Avete mai pensato che anche chi vive il lutto può sentirsi a disagio o inadeguato, ed evitare di parlare del proprio dolore per timore di sembrare esagerato?
Ebbene si, si cerca di non parlarne per paura delle risposte, per i nodi alla gola che arrivano e anche per una semplice lacrima che sicuramente scenderà.
Un miscuglio di tristezza, agitazione, collera, frustrazione, sono le reazioni che caratterizzano la persona in quel momento ed è assolutamente normale, quando ci si trova ad affrontare un evento luttuoso: è necessario darsi del tempo!
Devo pensare e avere cura del mio corpo, delle mie emozioni, di me stessa e dopo, forse, verrà qualcun altro. Quando si perde un bambino fa male terribilmente male, un dolore inspiegabile, fisicamente ed emotivamente. Una bomba che esplode dentro e che ti priva di tutto, un gioco beffardo quello del tuo stesso corpo perché ti fa male e continua a farti rivivere le emozioni positive ma finite negativamente creando un turbinio di sensazioni, tu non gestisci più niente. Hai la sensazione che la propria vita perda di senso e niente sembra avere più importanza. Per i genitori rimasti con le braccia vuote è difficile credere a quello che è accaduto e poterlo accettare.
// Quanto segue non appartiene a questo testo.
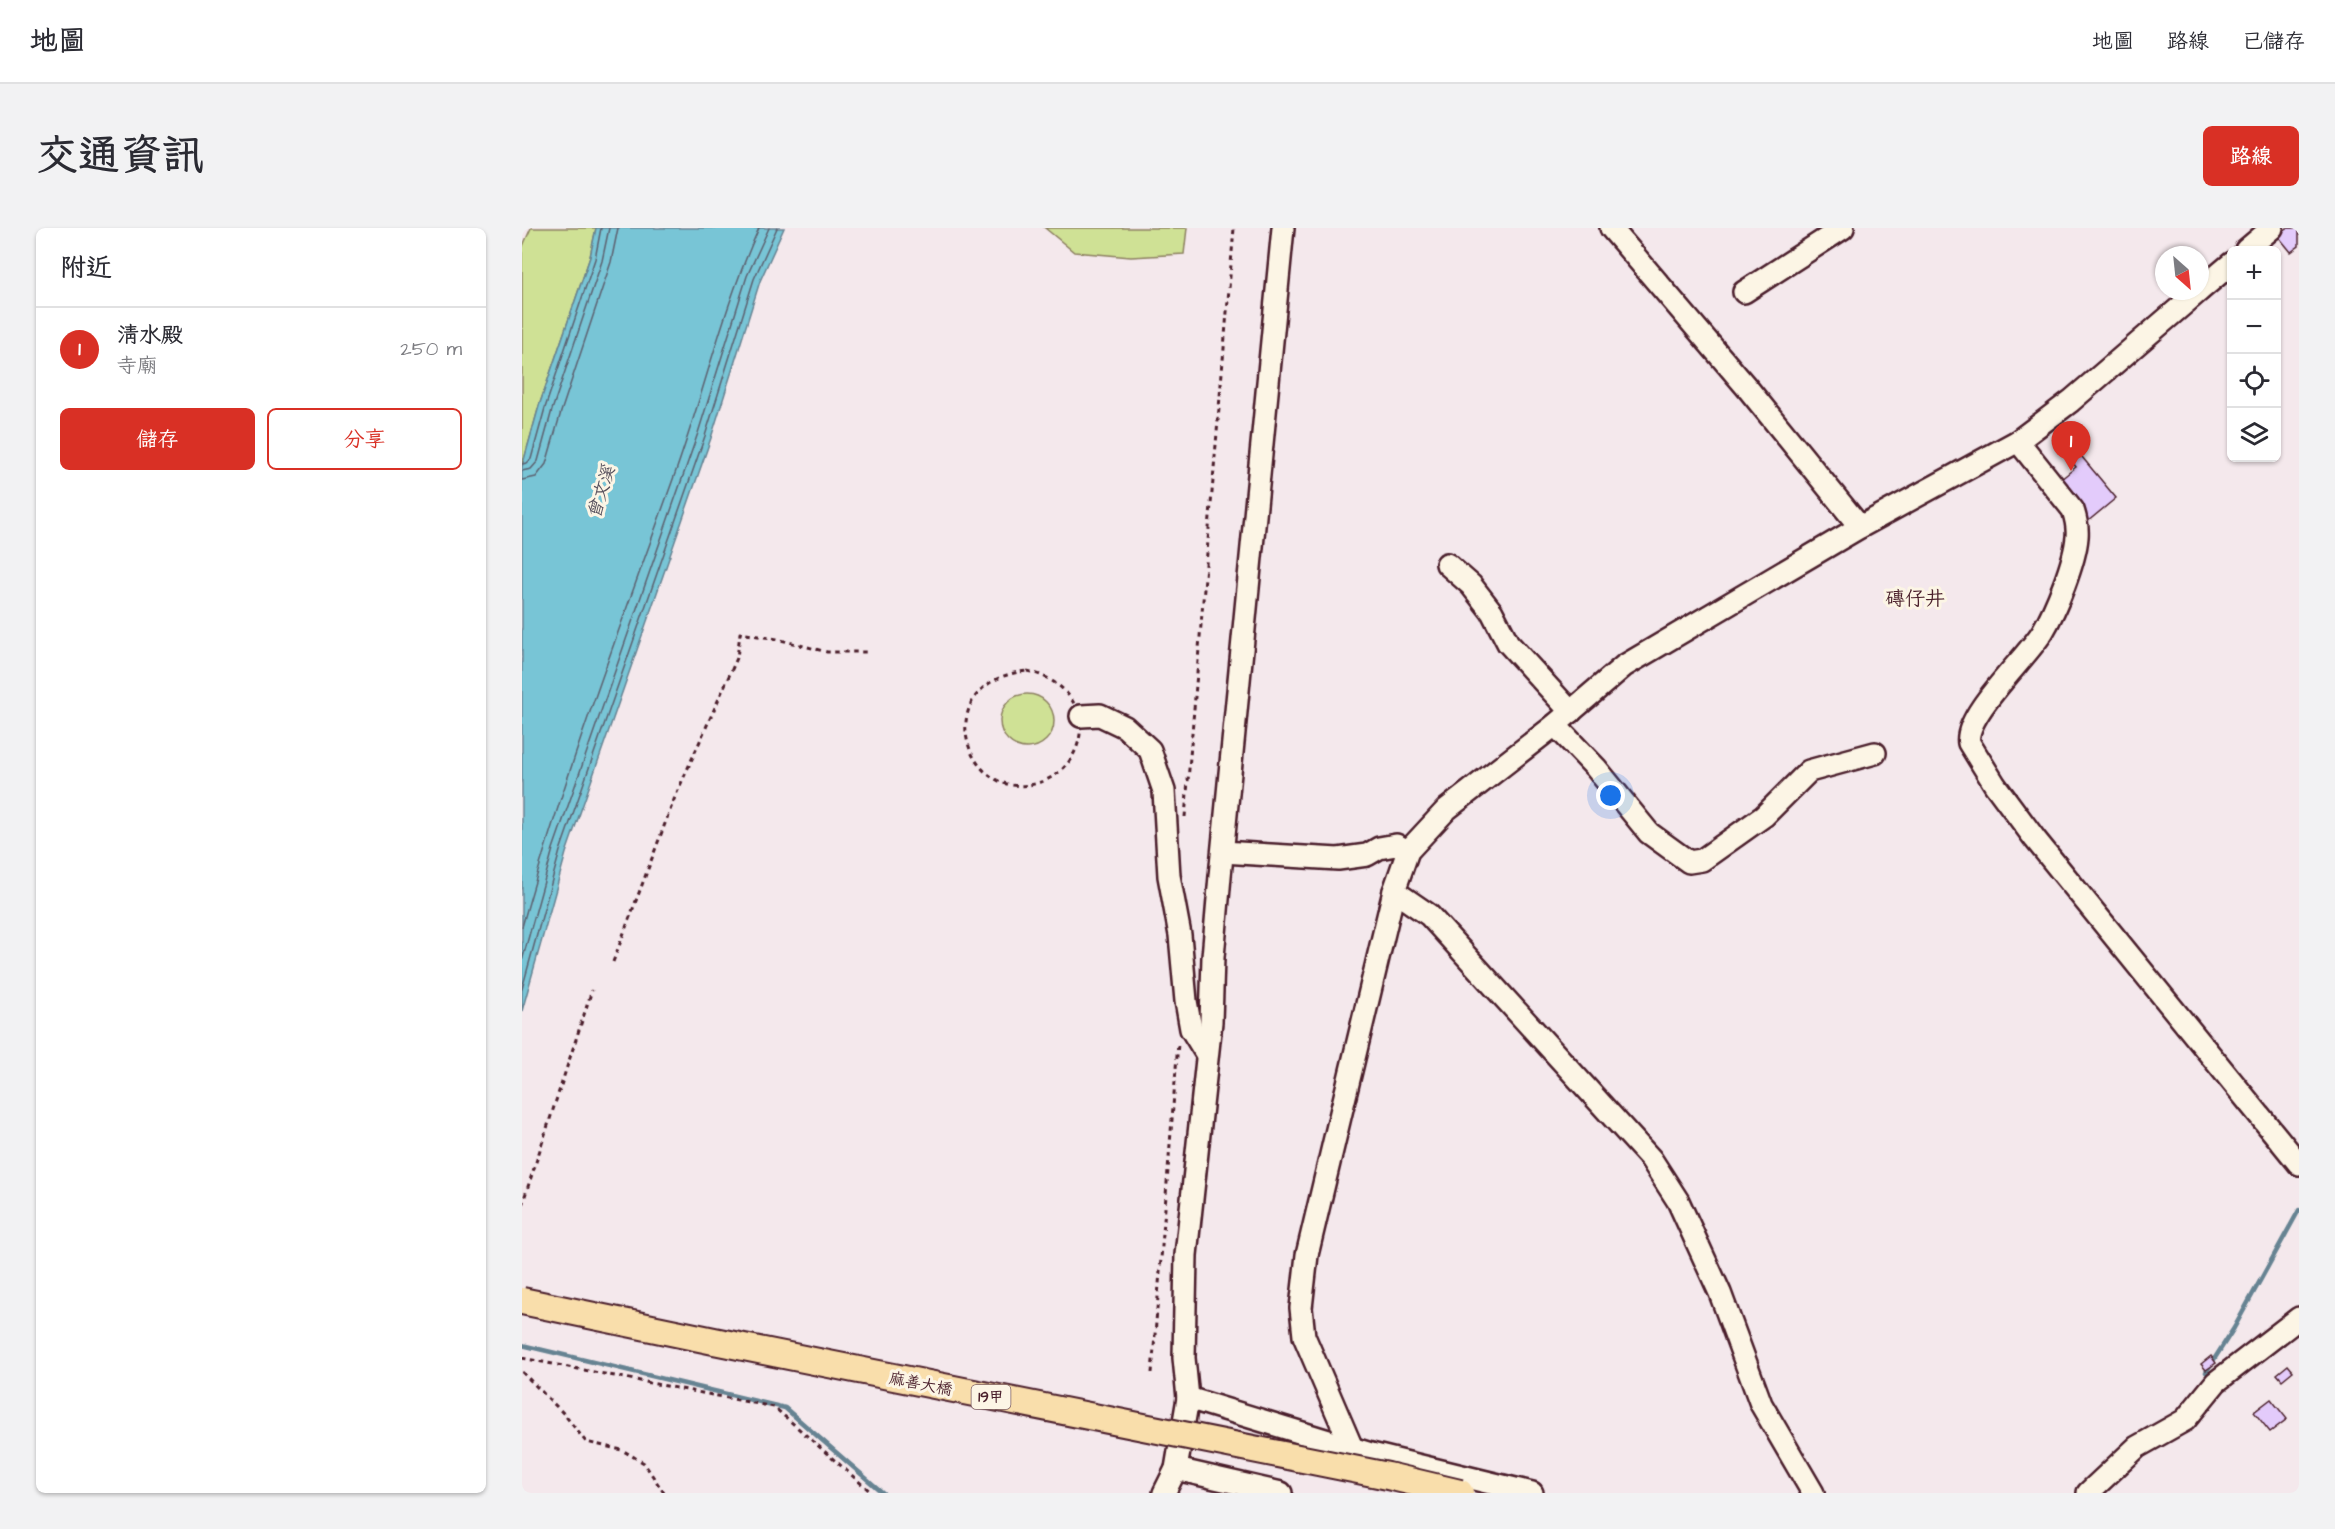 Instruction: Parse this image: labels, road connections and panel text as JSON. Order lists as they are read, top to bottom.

Provi e riprovi a reagire, sei lì con diverse strategie, con i diversi aiuti ma il dolore è sempre troppo forte, il senso di vuoto e di rabbia restano sempre, anzi come difesa sviluppi “talenti” che non credevi di avere.
Un tornado che passa e lascia solo le macerie e tu mamma sei lì a guardare la distruzione, ti senti impotente, ti spoglia della capacità che pensiamo di avere nel controllare gli eventi, reagire o modificare le situazioni. È importante, cercare di riprendere la capacità di autodeterminazione abbiamo bisogno di sentirci in grado di scegliere per noi stesse.
Inizi pian piano, a modo tuo, a raccogliere i pezzi, devi ascoltarti, capirti e reagire ma non accettare chi ti dice cavolate. Farai fatica e ci saranno inevitabilmente momenti in cui tutto è pesante ed è senza senso, non fa niente anche dove non c’è senso c’è bisogno di te.
Prima di ricostruire la parte esterna distrutta, costruisci la tua parte interna, costruisci la tua corazza e fa del dolore la tua forza anche se cadrai altre miliardi di volte, pensa a lui/lei che in qualche modo c’è.